Focus on High-Growth Markets. We continue to focus on wireless connectivity and communications solutions taking advantage of enhanced 4G networks developed by wireless carriers and an increasing availability of rich media and multi-media enabled smartphones, tablets, eReaders and other emerging cellular and Wi-Fi devices.
Expand our Customer Base. In addition to introducing new products to current customers, we are growing our domestic and international business through sales to new carriers and device manufacturers, as well as increased penetration of the enterprise market, with particular focus on public safety, education, and vertical markets utilizing M2M technologies.
Selectively Pursue Partnerships and Acquisitions of Complementary Products and Services. We continue to pursue partnerships and acquisition opportunities that will enhance our portfolio, help us enter complementary markets, and extend our geographic reach. We will leverage partnerships with technology providers and systems integrators to further our penetration into new markets and deliver more comprehensive solutions to our customers.

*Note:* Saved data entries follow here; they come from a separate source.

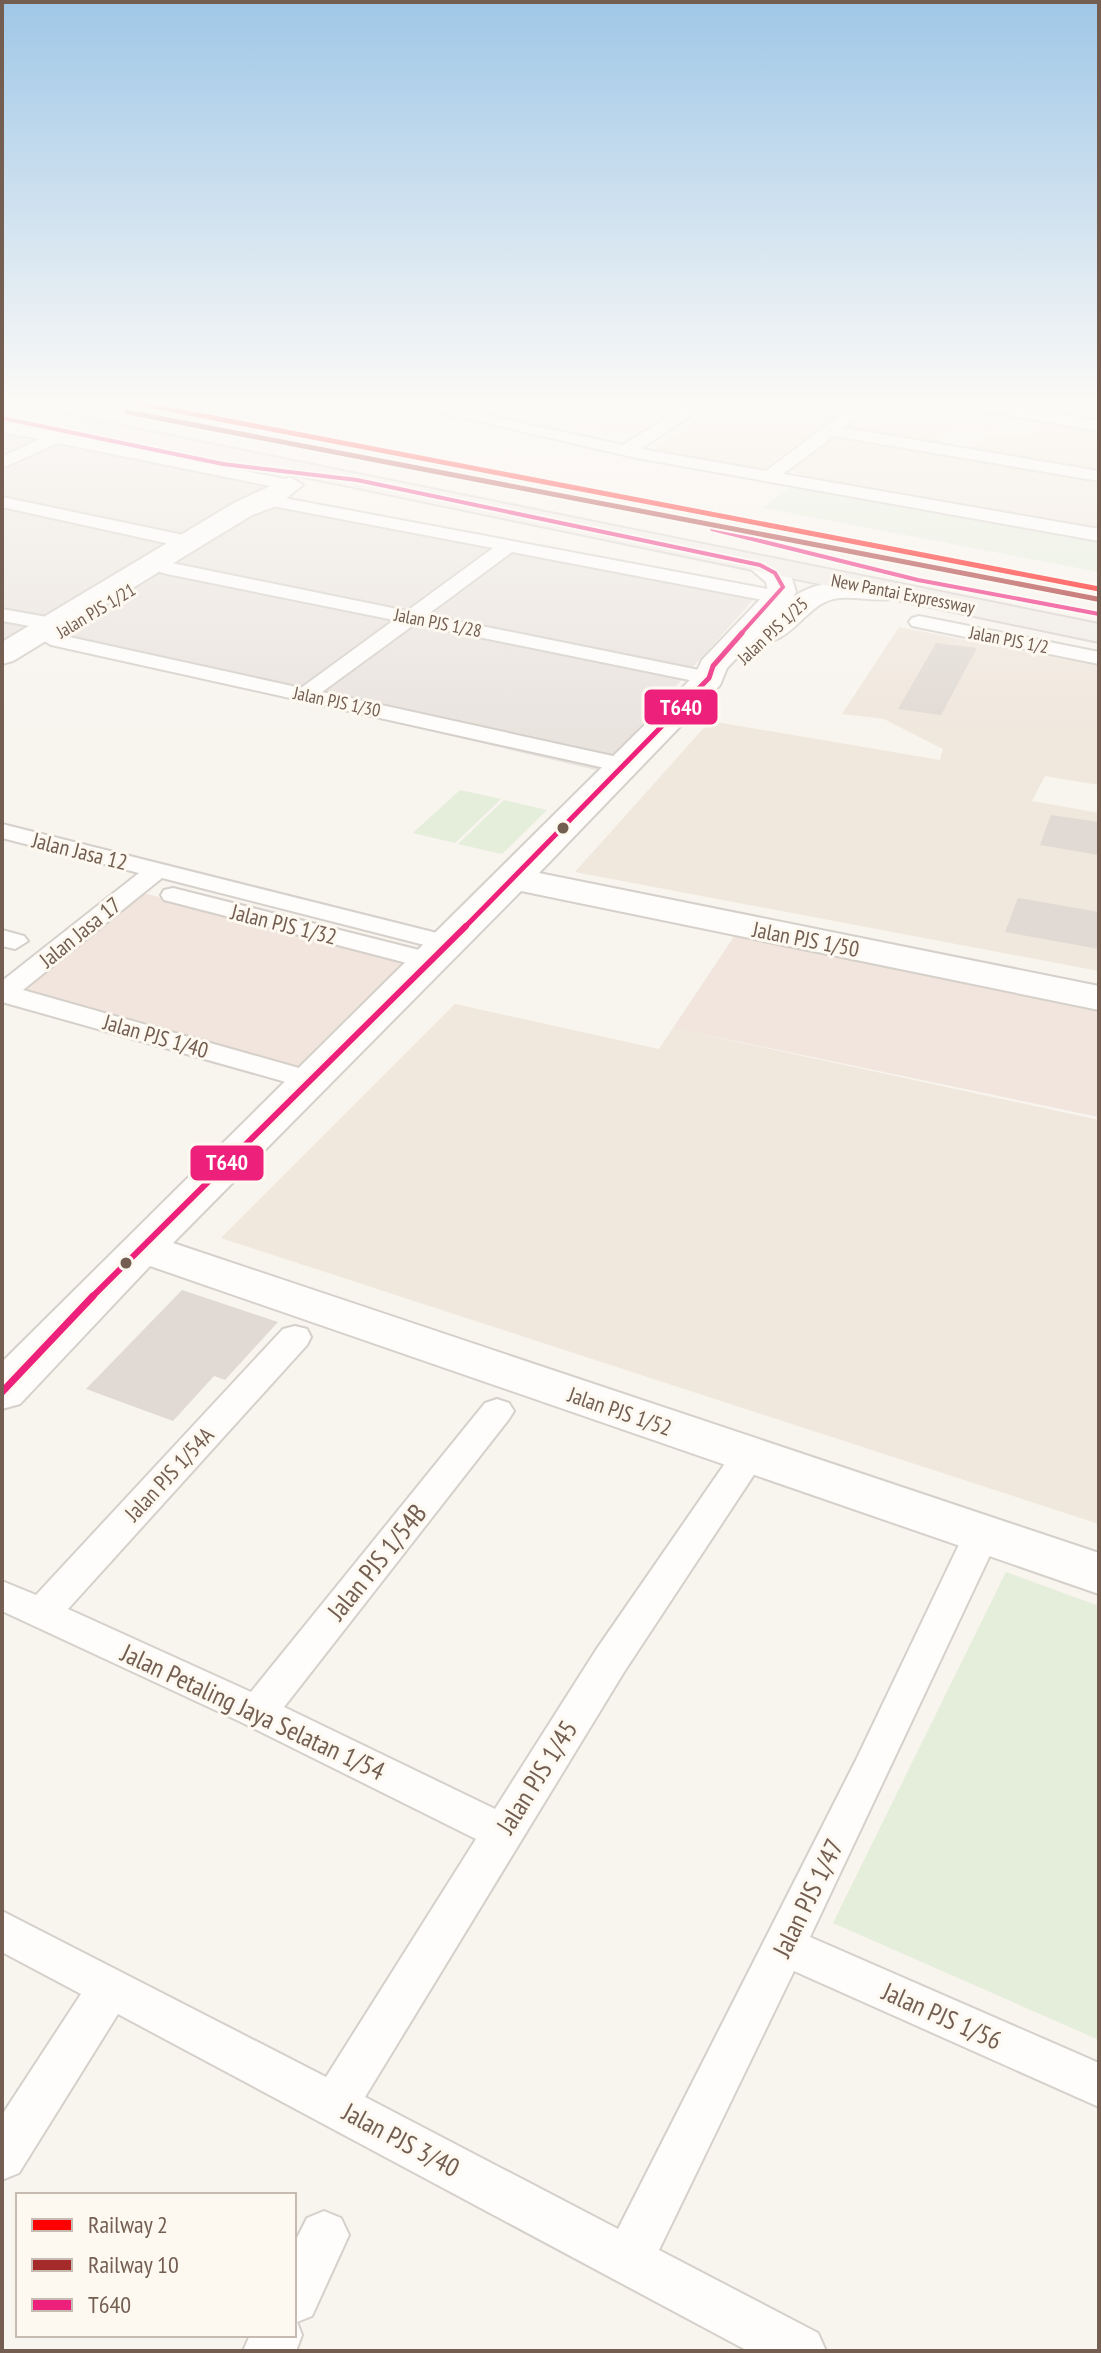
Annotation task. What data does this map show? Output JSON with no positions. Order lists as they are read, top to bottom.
{
  "streets": {
    "highway": ["New Pantai Expressway"],
    "street": [
      "Jalan PJS 1/21",
      "Jalan PJS 1/28",
      "Jalan PJS 1/25",
      "Jalan PJS 1/2",
      "Jalan PJS 1/30",
      "Jalan Jasa 12",
      "Jalan PJS 1/32",
      "Jalan Jasa 17",
      "Jalan PJS 1/50",
      "Jalan PJS 1/40",
      "Jalan PJS 1/52",
      "Jalan PJS 1/54A",
      "Jalan PJS 1/54B",
      "Jalan Petaling Jaya Selatan 1/54",
      "Jalan PJS 1/45",
      "Jalan PJS 1/47",
      "Jalan PJS 1/56",
      "Jalan PJS 3/40"
    ]
  },
  "crossings": [
    ["New Pantai Expressway", "Jalan PJS 1/25"],
    ["Jalan PJS 1/21", "Jalan PJS 1/28"],
    ["Jalan PJS 1/21", "Jalan PJS 1/30"],
    ["Jalan PJS 1/28", "Jalan PJS 1/25"],
    ["Jalan PJS 1/25", "Jalan PJS 1/30"],
    ["Jalan PJS 1/25", "Jalan PJS 1/32"],
    ["Jalan PJS 1/25", "Jalan PJS 1/50"],
    ["Jalan PJS 1/25", "Jalan PJS 1/40"],
    ["Jalan PJS 1/25", "Jalan PJS 1/52"],
    ["Jalan Jasa 12", "Jalan PJS 1/32"],
    ["Jalan Jasa 12", "Jalan Jasa 17"],
    ["Jalan PJS 1/32", "Jalan Jasa 17"],
    ["Jalan Jasa 17", "Jalan PJS 1/40"],
    ["Jalan PJS 1/52", "Jalan PJS 1/45"],
    ["Jalan PJS 1/52", "Jalan PJS 1/47"],
    ["Jalan PJS 1/54A", "Jalan Petaling Jaya Selatan 1/54"],
    ["Jalan PJS 1/54B", "Jalan Petaling Jaya Selatan 1/54"],
    ["Jalan Petaling Jaya Selatan 1/54", "Jalan PJS 1/45"],
    ["Jalan PJS 1/45", "Jalan PJS 3/40"],
    ["Jalan PJS 1/47", "Jalan PJS 1/56"],
    ["Jalan PJS 1/47", "Jalan PJS 3/40"]
  ],
  "lines": ["rail line 2", "rail line 10", "transit line T640"],
  "legend": ["Railway 2", "Railway 10", "T640"]
}
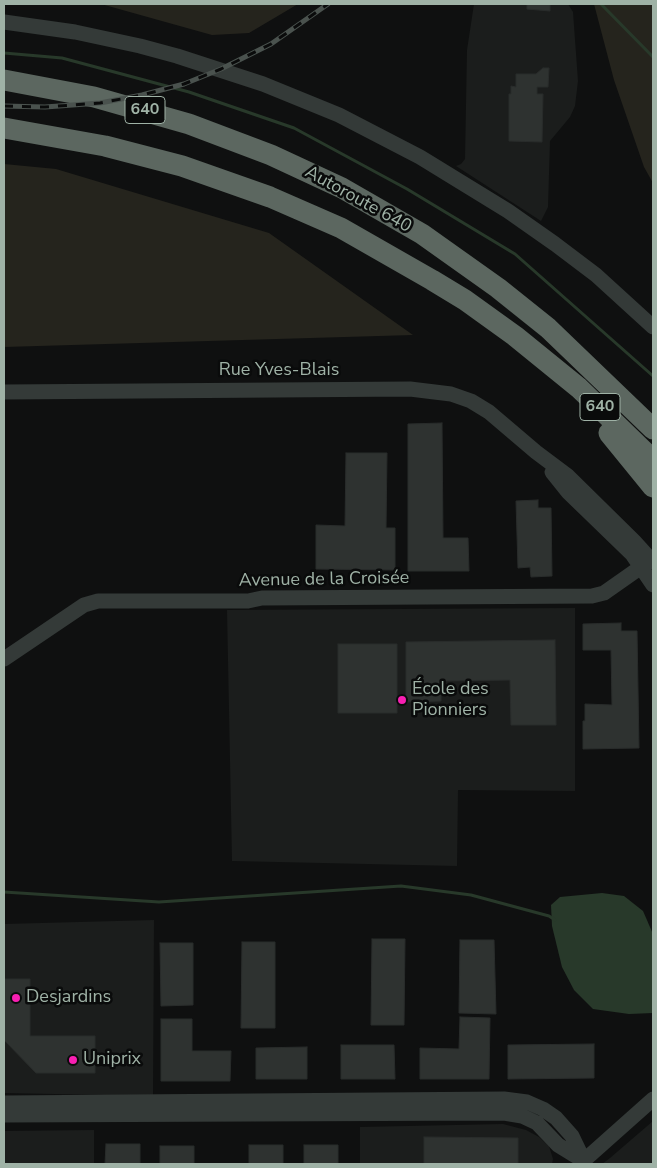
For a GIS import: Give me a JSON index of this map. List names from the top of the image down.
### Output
{
  "streets": {
    "highway": ["640", "Autoroute 640"],
    "street": ["Rue Yves-Blais", "Avenue de la Croisée"]
  },
  "crossings": [
    ["Rue Yves-Blais", "Avenue de la Croisée"]
  ],
  "places": ["École des Pionniers", "Desjardins", "Uniprix"]
}
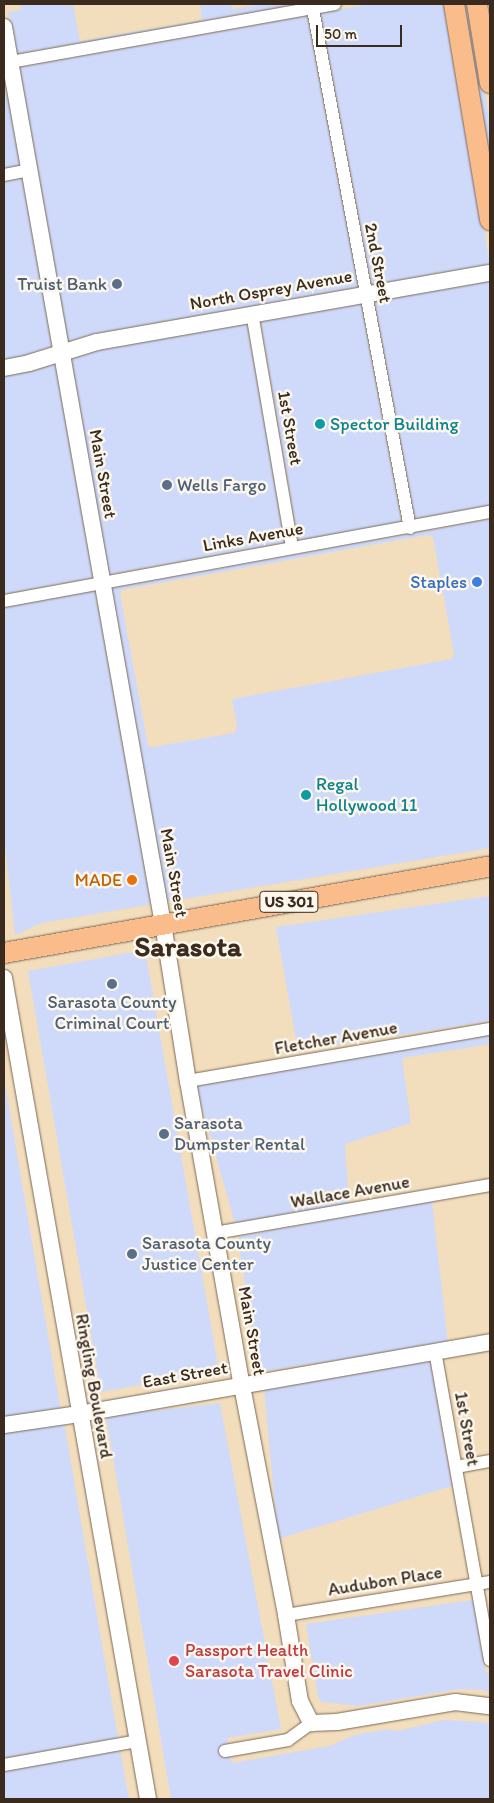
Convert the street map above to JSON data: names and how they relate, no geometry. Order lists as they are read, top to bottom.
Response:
{
  "streets": {
    "main road": ["US 301"],
    "street": [
      "2nd Street",
      "North Osprey Avenue",
      "1st Street",
      "Main Street",
      "Links Avenue",
      "Fletcher Avenue",
      "Wallace Avenue",
      "East Street",
      "Ringling Boulevard",
      "Audubon Place"
    ]
  },
  "crossings": [
    ["2nd Street", "North Osprey Avenue"],
    ["2nd Street", "Links Avenue"],
    ["North Osprey Avenue", "1st Street"],
    ["North Osprey Avenue", "Main Street"],
    ["1st Street", "Links Avenue"],
    ["1st Street", "East Street"],
    ["1st Street", "Audubon Place"],
    ["Main Street", "Links Avenue"],
    ["Main Street", "US 301"],
    ["Main Street", "Fletcher Avenue"],
    ["Main Street", "Wallace Avenue"],
    ["Main Street", "East Street"],
    ["Main Street", "Audubon Place"],
    ["East Street", "Ringling Boulevard"]
  ],
  "districts": ["Sarasota"],
  "places": [
    "Truist Bank",
    "Spector Building",
    "Wells Fargo",
    "Staples",
    "Regal Hollywood 11",
    "MADE",
    "Sarasota County Criminal Court",
    "Sarasota Dumpster Rental",
    "Sarasota County Justice Center",
    "Passport Health Sarasota Travel Clinic"
  ],
  "scale_bar": "50 m"
}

Revenues to two customers (Sprint and Verizon Wireless) and their respective affiliates in the Wireless business segment accounted for 53.1% and 13.0%, respectively, of the Companys total revenues for the fiscal year 2013. Revenues to FastSpring in the Productivity & Graphics business segment accounted for 11.4% of the Companys total revenues for the fiscal year 2013. In 2012, our two largest customers (Sprint and Verizon Wireless) accounted for 40.7% and 20.5%, respectively, of our total revenues. In 2011, our three largest customers (Sprint, Verizon Wireless and AT&T) accounted for 24.8%, 18.4% and 11.7%, respectively, of our total revenues. Our major customers could reduce their orders of our products in favor of a competitors product or for any other reason. The loss of any of our major customers or decisions by a significant customer to substantially reduce purchases could have a material adverse effect on our business.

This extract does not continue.